▶ [Directions for this task]: Give back exactly the first lines of the entries below, through the line with "position:absolute; height:56px; border-radius:16px;".

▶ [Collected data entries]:
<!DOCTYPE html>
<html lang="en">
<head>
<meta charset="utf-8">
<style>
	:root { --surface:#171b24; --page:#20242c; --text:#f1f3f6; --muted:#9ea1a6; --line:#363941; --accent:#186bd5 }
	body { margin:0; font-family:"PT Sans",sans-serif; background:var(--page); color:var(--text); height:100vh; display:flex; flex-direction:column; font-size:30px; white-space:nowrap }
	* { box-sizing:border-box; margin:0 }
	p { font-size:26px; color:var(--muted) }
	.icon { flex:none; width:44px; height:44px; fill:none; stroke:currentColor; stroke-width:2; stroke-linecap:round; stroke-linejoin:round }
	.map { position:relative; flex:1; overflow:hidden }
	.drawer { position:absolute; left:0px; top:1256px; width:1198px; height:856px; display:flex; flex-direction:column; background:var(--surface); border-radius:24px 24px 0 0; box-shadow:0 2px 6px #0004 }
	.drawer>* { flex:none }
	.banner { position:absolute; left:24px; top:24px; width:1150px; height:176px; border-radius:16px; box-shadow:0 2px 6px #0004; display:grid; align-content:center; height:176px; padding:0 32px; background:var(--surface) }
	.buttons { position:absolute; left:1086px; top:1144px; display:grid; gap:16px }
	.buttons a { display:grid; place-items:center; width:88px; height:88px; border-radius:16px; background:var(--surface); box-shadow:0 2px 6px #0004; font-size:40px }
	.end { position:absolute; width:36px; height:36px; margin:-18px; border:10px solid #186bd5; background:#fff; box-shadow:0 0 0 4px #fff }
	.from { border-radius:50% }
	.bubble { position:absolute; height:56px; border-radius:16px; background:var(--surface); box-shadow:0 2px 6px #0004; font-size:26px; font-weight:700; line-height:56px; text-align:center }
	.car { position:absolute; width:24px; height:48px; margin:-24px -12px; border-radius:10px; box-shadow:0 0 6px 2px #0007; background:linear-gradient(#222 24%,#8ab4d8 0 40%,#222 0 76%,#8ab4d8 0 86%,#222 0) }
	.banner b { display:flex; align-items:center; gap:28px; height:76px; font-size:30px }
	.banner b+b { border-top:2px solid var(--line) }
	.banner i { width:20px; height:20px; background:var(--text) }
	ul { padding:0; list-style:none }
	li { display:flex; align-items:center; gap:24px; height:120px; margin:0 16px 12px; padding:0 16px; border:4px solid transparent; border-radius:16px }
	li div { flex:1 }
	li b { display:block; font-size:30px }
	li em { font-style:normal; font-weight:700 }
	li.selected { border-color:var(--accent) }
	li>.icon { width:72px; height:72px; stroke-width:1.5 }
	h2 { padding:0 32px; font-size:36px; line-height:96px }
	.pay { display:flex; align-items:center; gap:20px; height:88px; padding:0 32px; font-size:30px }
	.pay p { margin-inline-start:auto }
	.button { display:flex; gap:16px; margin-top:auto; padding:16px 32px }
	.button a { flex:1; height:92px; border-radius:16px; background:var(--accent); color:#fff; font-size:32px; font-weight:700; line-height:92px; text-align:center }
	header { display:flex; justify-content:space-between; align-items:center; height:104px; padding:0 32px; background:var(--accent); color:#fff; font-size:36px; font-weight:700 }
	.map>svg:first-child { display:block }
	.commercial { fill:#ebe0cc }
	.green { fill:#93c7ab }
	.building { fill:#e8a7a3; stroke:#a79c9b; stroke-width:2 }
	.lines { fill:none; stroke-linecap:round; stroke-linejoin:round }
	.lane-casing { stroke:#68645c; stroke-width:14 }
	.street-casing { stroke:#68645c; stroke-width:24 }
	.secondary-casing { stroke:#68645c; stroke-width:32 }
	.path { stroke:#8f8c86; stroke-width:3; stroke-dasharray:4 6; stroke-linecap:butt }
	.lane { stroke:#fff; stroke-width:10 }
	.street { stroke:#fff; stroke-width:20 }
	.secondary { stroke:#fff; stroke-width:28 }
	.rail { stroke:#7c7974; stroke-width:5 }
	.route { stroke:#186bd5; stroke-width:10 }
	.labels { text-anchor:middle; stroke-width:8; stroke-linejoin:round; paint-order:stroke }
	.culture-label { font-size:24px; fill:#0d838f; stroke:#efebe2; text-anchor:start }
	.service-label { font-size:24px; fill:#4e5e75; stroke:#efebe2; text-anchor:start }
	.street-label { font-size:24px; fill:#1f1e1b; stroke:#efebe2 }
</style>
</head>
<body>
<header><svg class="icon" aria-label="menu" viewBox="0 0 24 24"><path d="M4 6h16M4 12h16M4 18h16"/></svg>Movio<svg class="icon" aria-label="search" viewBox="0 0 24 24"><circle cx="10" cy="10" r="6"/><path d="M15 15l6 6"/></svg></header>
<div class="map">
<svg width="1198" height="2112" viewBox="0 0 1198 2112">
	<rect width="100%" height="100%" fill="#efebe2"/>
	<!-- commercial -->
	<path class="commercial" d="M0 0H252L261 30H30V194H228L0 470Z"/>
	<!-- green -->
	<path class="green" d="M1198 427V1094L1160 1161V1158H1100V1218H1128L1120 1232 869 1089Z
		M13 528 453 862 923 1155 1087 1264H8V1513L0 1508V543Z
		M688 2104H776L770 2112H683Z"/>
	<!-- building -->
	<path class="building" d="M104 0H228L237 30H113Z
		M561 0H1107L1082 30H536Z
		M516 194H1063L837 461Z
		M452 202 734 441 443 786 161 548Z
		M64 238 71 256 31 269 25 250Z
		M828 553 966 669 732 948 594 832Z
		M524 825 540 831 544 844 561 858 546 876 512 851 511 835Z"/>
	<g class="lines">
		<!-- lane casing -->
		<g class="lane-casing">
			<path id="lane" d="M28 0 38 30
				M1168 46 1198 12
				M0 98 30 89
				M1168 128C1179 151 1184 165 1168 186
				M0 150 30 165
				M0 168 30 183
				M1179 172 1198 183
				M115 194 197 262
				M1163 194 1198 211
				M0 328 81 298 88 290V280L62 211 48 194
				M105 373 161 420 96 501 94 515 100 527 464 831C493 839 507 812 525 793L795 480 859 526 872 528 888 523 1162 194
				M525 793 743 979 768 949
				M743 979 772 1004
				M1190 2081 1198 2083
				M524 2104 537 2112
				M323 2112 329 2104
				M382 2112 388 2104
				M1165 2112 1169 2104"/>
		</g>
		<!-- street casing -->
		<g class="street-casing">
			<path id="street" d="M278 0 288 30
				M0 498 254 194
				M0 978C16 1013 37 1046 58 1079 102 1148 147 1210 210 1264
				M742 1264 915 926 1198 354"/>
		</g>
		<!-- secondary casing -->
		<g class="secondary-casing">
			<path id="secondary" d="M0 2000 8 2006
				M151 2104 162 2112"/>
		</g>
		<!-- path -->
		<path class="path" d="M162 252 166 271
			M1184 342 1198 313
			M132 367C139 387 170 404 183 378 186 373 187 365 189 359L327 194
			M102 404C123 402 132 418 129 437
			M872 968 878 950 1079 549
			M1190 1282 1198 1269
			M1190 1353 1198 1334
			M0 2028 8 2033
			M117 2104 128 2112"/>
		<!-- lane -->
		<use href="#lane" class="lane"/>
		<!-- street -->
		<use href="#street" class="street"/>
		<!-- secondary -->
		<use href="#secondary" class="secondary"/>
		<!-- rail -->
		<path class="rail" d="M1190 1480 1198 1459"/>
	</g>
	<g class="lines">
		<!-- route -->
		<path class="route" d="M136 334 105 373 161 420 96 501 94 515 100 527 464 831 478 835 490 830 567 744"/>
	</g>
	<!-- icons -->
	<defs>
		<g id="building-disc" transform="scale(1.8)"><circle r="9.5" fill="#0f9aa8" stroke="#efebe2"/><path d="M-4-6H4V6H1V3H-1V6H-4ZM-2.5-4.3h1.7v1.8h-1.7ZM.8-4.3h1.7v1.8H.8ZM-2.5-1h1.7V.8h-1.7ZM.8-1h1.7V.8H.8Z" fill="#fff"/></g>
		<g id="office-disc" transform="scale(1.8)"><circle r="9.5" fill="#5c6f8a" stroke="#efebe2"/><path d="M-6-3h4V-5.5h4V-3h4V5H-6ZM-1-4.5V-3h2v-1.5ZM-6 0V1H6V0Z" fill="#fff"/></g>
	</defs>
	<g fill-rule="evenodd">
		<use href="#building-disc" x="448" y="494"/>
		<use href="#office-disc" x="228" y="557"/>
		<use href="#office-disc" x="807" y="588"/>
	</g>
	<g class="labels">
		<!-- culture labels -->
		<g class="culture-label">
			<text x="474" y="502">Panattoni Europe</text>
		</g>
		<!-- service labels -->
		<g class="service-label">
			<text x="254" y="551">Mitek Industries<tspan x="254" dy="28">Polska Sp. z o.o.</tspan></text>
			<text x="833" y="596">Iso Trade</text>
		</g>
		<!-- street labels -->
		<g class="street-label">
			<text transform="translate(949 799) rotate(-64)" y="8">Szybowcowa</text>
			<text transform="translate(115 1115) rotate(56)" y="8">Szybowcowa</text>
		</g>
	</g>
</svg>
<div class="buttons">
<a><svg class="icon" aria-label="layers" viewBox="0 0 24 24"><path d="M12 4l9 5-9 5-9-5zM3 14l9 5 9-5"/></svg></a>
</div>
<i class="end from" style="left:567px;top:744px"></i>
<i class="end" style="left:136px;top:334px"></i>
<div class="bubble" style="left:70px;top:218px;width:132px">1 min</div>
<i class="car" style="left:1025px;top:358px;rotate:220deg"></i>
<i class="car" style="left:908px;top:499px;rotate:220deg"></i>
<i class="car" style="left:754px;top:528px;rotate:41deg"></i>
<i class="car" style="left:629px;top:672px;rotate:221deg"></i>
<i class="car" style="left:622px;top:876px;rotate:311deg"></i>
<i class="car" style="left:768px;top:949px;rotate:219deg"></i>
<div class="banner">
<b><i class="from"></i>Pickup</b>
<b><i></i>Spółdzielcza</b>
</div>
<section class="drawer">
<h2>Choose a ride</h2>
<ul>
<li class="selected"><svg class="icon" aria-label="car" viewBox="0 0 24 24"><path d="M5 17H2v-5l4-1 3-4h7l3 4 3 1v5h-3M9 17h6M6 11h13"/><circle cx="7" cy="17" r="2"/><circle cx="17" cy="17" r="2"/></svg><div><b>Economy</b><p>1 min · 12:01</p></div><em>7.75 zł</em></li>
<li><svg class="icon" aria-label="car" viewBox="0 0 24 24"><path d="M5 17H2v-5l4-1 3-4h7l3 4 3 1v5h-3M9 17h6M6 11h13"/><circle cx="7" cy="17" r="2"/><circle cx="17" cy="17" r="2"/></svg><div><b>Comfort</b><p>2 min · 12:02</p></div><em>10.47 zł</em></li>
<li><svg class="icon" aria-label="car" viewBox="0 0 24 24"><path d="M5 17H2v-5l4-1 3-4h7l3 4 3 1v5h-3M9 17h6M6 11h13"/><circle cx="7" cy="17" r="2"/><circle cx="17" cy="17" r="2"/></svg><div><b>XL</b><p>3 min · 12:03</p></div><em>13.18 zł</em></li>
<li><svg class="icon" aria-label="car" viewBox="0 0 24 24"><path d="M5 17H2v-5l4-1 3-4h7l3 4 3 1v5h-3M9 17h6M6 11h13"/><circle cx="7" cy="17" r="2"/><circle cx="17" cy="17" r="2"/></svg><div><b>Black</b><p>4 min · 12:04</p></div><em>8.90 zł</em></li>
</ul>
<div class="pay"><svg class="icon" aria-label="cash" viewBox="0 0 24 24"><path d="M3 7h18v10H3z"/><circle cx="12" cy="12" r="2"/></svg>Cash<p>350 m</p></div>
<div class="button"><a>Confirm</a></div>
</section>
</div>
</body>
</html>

▶ [Output of the task]:
<!DOCTYPE html>
<html lang="en">
<head>
<meta charset="utf-8">
<style>
	:root { --surface:#171b24; --page:#20242c; --text:#f1f3f6; --muted:#9ea1a6; --line:#363941; --accent:#186bd5 }
	body { margin:0; font-family:"PT Sans",sans-serif; background:var(--page); color:var(--text); height:100vh; display:flex; flex-direction:column; font-size:30px; white-space:nowrap }
	* { box-sizing:border-box; margin:0 }
	p { font-size:26px; color:var(--muted) }
	.icon { flex:none; width:44px; height:44px; fill:none; stroke:currentColor; stroke-width:2; stroke-linecap:round; stroke-linejoin:round }
	.map { position:relative; flex:1; overflow:hidden }
	.drawer { position:absolute; left:0px; top:1256px; width:1198px; height:856px; display:flex; flex-direction:column; background:var(--surface); border-radius:24px 24px 0 0; box-shadow:0 2px 6px #0004 }
	.drawer>* { flex:none }
	.banner { position:absolute; left:24px; top:24px; width:1150px; height:176px; border-radius:16px; box-shadow:0 2px 6px #0004; display:grid; align-content:center; height:176px; padding:0 32px; background:var(--surface) }
	.buttons { position:absolute; left:1086px; top:1144px; display:grid; gap:16px }
	.buttons a { display:grid; place-items:center; width:88px; height:88px; border-radius:16px; background:var(--surface); box-shadow:0 2px 6px #0004; font-size:40px }
	.end { position:absolute; width:36px; height:36px; margin:-18px; border:10px solid #186bd5; background:#fff; box-shadow:0 0 0 4px #fff }
	.from { border-radius:50% }
	.bubble { position:absolute; height:56px; border-radius:16px; background:var(--surface); box-shadow:0 2px 6px #0004; font-size:26px; font-weight:700; line-height:56px; text-align:center }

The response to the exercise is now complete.